Si je pouvais la nuit, éperdument seul,

accumuler oubli et ombre et fumée

sur les chemins de fer et les bateaux à vapeur,

avec un obscur entonnoir,

en mordant les cendres,

je le ferais pour cet arbre où tu pousses,

pour l'eau dorée des nids que tu rassembles,

et pour le liseron qui te couvre les os

et te livre le secret de la nuit.


Des villes à l'odeur d'oignon mouillé

attendent que tu passes en chantant à voix rauque,

de silencieux bateaux de sperme te poursuivent,

et des colombes vertes ont fait leur nid sur tes cheveux,

et puis des coquilles et des semaines,

des mâts torses et des cerises

circulent définitivement lorsque s'avancent

les quinze yeux de ta tête pâle

et ta bouche de sang submergée.


Si je pouvais remplir de suie les mairies

et, en sanglotant, renverser les horloges,

ce serait pour voir quand dans ta maison

survient l'été avec les lèvres déchirées,

surviennent beaucoup de personnes en tenue agonisante,

surviennent des régions de triste splendeur,

surviennent des charrues mortes et des coquelicots,

surviennent des fossoyeurs et des cavaliers,

surviennent des planètes et des cartes ensanglantées,

surviennent des plongeurs couverts de cendre,

surviennent des gens masqués traînant des jeunes filles

transpercées par de grands couteaux,

surviennent des racines, des veines, des hôpitaux,

des sources, des fourmis,

survient la nuit avec le lit

où meurt entre les araignées un hussard solitaire,

survient une rose de haine et d'épingles,

survient une embarcation jaunâtre,

survient un jour de vent avec un enfant,

quand je surviens moi-même avec Oliverio, Norah,

Vicente Aleixandre, Delia,

Maruca, Malva Marina, Maria Luisa y Larco,

la Rubia, Rafael Ugarte,

Cotapos, Rafael Alberti,

Carlos, Bebé, Manolo Altolaguirre,

Molinari,

Rosales, Concha Méndez,

et d'autres que j'oublie.

Laisse-moi te couronner, jeune homme paré de vigueur

et d'un papillon, jeune homme pur

semblable à un éclair noir perpétuellement libre,

et en bavardant entre nous,

à présent, quand il n'y a plus personne entre les rochers,

parlons simplement tel que tu es et tel que je suis:

à quoi servent les vers si ce n'est à la rosée?

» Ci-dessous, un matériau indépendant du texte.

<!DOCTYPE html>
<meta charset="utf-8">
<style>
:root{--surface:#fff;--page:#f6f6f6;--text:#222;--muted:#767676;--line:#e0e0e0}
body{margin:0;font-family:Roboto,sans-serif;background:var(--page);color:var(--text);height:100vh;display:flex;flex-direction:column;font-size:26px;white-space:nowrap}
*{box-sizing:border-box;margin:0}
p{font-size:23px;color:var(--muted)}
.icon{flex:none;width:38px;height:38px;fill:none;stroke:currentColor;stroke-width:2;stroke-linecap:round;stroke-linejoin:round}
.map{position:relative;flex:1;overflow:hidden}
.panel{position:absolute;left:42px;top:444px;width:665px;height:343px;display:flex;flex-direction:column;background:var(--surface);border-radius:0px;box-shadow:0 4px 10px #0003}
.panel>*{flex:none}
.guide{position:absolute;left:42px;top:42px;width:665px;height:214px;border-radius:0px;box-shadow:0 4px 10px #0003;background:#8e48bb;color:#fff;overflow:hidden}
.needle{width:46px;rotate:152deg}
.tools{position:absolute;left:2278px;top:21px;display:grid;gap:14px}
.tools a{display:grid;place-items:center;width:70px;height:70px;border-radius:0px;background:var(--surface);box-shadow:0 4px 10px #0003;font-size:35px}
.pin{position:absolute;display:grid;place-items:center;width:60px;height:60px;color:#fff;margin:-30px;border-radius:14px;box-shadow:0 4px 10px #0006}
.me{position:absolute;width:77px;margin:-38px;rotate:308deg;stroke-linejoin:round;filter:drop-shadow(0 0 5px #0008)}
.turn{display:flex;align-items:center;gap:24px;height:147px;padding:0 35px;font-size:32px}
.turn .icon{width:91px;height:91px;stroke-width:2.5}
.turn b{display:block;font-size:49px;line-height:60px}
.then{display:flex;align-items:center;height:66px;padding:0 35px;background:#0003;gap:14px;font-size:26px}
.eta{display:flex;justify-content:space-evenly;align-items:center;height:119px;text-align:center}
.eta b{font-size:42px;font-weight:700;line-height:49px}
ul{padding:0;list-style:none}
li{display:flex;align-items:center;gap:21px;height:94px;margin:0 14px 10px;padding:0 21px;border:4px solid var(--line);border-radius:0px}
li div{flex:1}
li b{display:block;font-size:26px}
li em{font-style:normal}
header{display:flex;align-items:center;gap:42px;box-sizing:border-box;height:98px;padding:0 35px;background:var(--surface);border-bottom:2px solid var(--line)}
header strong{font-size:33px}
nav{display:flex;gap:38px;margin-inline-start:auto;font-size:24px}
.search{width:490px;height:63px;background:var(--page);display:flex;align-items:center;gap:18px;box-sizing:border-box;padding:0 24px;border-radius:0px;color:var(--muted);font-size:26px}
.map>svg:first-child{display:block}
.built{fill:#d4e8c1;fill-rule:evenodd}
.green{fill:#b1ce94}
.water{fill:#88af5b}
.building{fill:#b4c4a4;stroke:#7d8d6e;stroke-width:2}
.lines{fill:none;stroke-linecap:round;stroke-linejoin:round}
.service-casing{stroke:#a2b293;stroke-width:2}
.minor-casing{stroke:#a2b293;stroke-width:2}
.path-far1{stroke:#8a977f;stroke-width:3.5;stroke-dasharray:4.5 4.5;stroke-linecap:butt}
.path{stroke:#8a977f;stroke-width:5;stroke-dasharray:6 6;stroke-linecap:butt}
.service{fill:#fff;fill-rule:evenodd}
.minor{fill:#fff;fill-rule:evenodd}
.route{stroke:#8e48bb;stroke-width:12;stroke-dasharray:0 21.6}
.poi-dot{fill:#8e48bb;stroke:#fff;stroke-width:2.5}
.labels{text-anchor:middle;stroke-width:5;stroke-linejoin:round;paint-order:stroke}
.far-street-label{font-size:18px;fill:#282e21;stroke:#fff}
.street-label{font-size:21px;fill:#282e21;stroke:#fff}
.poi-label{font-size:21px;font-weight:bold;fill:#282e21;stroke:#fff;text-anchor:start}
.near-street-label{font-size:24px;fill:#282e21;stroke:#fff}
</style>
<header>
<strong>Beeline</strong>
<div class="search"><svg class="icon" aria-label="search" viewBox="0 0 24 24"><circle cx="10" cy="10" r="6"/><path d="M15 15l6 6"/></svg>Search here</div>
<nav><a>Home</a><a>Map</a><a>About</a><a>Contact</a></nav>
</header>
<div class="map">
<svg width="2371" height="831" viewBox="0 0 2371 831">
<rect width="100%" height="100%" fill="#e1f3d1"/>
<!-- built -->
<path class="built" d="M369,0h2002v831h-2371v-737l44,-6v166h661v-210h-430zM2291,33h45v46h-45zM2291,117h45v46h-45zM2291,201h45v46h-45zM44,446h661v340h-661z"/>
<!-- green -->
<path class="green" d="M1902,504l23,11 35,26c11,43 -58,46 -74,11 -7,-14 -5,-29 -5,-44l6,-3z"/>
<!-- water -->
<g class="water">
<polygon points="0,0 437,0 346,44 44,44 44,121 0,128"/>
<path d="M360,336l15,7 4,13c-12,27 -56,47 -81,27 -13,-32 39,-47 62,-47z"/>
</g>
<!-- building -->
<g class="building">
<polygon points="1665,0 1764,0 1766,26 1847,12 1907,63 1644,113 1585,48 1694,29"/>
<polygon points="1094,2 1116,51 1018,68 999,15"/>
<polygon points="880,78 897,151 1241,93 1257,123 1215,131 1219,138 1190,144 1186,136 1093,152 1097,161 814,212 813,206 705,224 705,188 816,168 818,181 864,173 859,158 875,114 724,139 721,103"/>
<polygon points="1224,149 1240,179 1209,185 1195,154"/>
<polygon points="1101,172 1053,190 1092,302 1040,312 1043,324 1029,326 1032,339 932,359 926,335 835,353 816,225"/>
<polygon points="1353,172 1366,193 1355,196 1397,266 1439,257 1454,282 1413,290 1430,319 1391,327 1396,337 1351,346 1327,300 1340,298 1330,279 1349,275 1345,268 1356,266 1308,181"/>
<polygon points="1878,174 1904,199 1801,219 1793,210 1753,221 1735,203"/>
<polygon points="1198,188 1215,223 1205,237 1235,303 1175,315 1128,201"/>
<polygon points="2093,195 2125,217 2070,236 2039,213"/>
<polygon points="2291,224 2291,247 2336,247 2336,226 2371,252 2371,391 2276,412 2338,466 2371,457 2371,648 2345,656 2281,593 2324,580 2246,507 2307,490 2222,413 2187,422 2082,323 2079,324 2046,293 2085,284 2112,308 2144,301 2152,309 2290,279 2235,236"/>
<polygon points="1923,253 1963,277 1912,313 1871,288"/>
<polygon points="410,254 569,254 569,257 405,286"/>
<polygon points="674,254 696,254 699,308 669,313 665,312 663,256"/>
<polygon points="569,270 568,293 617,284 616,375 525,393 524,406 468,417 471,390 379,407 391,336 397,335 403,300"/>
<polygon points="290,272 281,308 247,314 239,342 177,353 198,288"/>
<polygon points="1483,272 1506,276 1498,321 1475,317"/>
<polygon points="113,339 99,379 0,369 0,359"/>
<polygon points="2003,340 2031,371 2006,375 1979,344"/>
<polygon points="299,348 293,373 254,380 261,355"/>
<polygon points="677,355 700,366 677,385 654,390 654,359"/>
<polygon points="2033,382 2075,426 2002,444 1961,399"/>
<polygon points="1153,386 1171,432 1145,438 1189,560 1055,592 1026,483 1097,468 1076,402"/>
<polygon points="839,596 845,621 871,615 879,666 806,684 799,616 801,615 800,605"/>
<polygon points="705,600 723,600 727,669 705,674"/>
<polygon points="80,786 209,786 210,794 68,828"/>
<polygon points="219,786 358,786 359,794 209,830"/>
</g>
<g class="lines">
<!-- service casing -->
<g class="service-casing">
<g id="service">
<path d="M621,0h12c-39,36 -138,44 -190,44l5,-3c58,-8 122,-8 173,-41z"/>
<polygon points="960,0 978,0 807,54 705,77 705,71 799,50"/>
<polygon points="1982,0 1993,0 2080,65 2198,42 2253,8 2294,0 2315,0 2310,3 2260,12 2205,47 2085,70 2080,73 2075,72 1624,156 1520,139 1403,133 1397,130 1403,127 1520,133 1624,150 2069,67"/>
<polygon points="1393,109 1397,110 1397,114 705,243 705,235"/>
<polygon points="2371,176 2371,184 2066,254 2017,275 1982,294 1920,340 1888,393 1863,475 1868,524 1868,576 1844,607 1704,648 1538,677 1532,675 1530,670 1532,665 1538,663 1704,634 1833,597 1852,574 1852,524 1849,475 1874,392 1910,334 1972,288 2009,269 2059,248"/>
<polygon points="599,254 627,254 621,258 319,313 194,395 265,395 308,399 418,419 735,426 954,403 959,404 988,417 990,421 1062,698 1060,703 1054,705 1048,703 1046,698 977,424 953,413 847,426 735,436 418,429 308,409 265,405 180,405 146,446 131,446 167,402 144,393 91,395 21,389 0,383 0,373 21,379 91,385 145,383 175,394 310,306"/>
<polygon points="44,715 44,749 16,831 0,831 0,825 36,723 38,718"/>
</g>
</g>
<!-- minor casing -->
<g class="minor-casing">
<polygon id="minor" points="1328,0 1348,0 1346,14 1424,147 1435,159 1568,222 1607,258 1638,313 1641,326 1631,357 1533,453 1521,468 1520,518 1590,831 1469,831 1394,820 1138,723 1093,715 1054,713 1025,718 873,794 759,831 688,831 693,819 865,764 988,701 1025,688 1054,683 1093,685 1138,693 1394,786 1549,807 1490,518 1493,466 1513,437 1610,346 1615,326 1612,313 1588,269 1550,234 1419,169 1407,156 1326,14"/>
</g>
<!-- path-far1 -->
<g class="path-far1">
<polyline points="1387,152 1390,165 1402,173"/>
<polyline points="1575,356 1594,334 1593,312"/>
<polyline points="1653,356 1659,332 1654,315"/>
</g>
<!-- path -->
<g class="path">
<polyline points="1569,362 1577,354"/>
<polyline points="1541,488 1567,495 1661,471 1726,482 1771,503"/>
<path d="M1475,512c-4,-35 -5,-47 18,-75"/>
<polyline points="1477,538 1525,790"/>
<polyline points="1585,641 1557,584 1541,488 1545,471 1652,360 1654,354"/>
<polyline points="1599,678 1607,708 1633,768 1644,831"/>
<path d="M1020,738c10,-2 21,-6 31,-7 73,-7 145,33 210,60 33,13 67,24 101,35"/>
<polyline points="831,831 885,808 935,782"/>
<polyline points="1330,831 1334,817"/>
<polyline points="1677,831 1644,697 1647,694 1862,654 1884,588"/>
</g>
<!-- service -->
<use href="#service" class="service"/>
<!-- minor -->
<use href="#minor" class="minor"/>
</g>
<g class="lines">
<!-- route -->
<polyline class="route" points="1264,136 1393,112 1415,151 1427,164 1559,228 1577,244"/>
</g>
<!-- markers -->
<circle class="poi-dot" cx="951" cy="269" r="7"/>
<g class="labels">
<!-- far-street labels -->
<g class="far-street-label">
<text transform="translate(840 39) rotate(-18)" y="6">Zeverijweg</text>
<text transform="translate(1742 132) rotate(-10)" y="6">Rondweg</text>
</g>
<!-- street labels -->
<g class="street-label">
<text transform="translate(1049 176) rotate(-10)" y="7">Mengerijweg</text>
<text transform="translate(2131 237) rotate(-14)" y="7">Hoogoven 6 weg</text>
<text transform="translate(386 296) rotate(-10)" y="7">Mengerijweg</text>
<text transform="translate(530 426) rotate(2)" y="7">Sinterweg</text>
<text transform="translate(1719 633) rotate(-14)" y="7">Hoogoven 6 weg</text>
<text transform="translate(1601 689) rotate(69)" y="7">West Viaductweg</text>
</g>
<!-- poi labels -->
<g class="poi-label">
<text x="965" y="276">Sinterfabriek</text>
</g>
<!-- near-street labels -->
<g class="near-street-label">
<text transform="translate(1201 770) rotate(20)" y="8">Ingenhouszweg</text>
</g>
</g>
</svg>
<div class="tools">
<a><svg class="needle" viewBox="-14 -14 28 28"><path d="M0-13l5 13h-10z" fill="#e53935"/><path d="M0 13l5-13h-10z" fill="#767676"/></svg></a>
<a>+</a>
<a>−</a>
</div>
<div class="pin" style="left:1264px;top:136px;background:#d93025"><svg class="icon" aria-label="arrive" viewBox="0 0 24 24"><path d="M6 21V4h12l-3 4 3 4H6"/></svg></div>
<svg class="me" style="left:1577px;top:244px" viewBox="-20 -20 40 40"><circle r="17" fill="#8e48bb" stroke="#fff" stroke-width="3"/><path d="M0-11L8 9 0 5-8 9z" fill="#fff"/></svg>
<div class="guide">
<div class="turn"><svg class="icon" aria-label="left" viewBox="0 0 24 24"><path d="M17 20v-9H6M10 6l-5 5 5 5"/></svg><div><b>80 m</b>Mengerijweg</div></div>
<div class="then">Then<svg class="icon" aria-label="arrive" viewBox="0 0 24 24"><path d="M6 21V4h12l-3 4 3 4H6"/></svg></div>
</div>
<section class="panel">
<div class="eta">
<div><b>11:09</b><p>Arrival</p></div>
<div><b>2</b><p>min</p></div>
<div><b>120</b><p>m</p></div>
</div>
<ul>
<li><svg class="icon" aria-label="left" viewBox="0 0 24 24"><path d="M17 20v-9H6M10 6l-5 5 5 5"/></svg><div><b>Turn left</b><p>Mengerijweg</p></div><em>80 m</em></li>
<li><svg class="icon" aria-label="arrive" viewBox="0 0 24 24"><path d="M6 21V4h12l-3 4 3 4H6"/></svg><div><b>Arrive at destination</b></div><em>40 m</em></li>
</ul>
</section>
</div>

A quoi servent les vers si ce n'est pour cette nuit

où un poignard amer nous transperce, pour ce jour,

pour ce crépuscule, pour ce coin brisé

où le cœur frappé de l'homme se dispose à mourir?


La nuit surtout,

la nuit il y a beaucoup d'étoiles,

qui sont toutes dans un fleuve

comme un ruban près des fenêtres

des maisons pleines de pauvres gens.


Parmi eux quelqu'un est mort, ils ont peut-être

perdu leurs places dans les bureaux,

dans les hôpitaux, dans les ascenseurs,

dans les mines,

les êtres souffrent obstinément blessés

et il y a des résolutions et des pleurs de tous côtés:

pendant que les étoiles coulent dans un fleuve interminable

il y a beaucoup de pleurs aux fenêtres.

il y a beaucoup de seuils usés par les pleurs,

les alcôves sont mouillées de pleurs

qui arrivent sous forme de vague pour mordre les tapis.


Federico,

tu vois le monde, les rues,

le vinaigre,

les adieux dans les gares

quand la fumée élève ses roues décisives

vers un lieu où il n'y a rien sinon

quelques barrières, quelques pierres, quelques voies

ferrées.


Il y a tant de gens qui posent des questions

de tous côtés.

Il y a l'aveugle sanglant, et l'irascible, et le

découragé,

et le misérable, l'arbre des ongles,

le brigand avec la jalousie aux trousses.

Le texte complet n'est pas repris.